Using Union Instead of OR
-
Posted on October 7, 2012 by Derek Dieter
-
5
Sometimes slow queries can be rectified by changing the query around a bit. One of these examples can be illustrated when multiple values are compared within a WHERE clause using an OR or IN statement. Often times, OR can cause a scan against an index or table which may not be the preferable execution plan in terms of IO consumption, or overall query speed.
A lot of variables come into play when the query optimizer creates an execution plan. These variables include a multitude of hardware specs, instance settings, database settings, statistics (table, index, auto-generated), and also the way the query is written. The one we are changing here is the way the query is written. As unsuspecting as it may seem, even though two different queries can return the exact same results, the path at which they take can be entirely different just based upon the format of the query.
UNION vs OR
In most of my experience with SQL Server, the OR is generally less efficient than a UNION. What tends to happen with an OR is it causes a scan more often. Now this sometimes may actually be a better path to take in some cases and I’ll leave that to a separate article but overall I’ve found that touching more records is the biggest cause of slowness. So let’s start our comparison.
Here is our OR statement:
[cc lang=”sql”]
SELECT SalesOrderID, *
FROM sales.SalesOrderDetail
WHERE ProductID = 750 OR ProductID = 953
[/cc]
From this execution plan we see that we are performing a scan against 121,000 rows. (You can’t see the row count, but it is).
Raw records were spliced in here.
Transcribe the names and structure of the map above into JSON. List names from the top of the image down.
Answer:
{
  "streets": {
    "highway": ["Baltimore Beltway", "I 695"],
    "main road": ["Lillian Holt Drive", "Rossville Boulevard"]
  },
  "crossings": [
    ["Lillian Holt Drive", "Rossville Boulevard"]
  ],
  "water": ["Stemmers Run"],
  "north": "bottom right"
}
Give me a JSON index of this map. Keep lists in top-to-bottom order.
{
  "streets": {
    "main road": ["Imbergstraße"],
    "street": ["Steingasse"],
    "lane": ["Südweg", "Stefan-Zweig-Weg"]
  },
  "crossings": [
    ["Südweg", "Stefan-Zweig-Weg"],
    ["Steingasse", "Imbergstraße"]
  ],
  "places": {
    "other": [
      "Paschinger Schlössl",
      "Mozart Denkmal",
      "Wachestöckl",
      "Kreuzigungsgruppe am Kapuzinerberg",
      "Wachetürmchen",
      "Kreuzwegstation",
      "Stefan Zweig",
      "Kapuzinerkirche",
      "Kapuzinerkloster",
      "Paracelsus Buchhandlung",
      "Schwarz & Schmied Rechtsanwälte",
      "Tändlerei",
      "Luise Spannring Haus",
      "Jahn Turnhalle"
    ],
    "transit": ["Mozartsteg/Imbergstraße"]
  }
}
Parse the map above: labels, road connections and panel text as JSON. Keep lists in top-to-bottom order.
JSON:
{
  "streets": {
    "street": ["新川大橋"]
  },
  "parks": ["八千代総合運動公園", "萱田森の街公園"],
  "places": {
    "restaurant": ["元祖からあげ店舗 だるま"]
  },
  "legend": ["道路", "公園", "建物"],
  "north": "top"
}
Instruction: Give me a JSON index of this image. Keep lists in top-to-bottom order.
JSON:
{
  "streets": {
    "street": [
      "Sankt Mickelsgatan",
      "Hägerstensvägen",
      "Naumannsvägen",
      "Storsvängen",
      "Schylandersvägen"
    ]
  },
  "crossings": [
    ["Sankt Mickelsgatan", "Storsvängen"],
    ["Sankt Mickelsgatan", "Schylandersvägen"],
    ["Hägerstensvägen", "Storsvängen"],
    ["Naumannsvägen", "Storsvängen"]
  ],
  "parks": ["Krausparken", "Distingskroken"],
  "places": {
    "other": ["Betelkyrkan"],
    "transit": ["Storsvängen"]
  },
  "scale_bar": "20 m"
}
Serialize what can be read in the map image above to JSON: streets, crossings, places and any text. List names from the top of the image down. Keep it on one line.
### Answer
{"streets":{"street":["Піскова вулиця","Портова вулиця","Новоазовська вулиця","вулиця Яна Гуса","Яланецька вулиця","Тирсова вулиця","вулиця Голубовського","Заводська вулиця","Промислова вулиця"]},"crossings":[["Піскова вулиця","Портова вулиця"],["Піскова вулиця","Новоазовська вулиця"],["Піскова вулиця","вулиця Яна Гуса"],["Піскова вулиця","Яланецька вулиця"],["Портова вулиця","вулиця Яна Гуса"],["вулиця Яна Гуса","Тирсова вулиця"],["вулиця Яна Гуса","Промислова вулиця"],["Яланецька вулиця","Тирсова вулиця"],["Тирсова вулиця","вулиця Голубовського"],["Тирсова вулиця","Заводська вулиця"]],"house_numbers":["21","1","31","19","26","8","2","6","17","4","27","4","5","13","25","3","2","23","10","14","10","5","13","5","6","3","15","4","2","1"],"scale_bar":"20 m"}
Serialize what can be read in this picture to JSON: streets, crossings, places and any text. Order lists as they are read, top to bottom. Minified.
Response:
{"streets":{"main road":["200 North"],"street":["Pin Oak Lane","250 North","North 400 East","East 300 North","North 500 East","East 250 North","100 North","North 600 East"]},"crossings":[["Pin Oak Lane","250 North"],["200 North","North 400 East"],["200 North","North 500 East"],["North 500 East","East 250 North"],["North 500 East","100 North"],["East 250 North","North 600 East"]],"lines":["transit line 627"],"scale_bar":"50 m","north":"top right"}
Now let’s perform the same query, but written using a UNION instead of OR:
[cc lang=”sql”]
SELECT [SalesOrderID], *
FROM sales.SalesOrderDetail
WHERE ProductID = 750
UNION
SELECT [SalesOrderID], *
FROM sales.SalesOrderDetail
WHERE ProductID = 953
[/cc]
Here we see two branches of operations. One branch is touching 358 rows, while the other branch is 346 rows. Both branches meet to perform the concatenation operation bringing both result sets together. We have two separate seeks, but we also have a key lookup in order to retrieve the SELECT list we need. This wasn’t necessary for the scan operation because we were touching all rows in the scan operation anyway so the data was retrieved at the time of the scan, rather than afterwards. This has to do with the index and the rows we need rather than UNION vs OR. I will say however that the select list is also a factor in the choice of a seek vs scan but we’ll ignore that in this post.
Explanation
Why UNION causes more seeks instead of scans is because each operation needs to meet a certain selectivity requirement in order to qualify for a seek. (Selectivity is the uniqueness of the particular column being filtered). OR’s happen in a single operation so when the selectivity for each column is combined and it goes over a certain percentage then a scan is deemed more efficient.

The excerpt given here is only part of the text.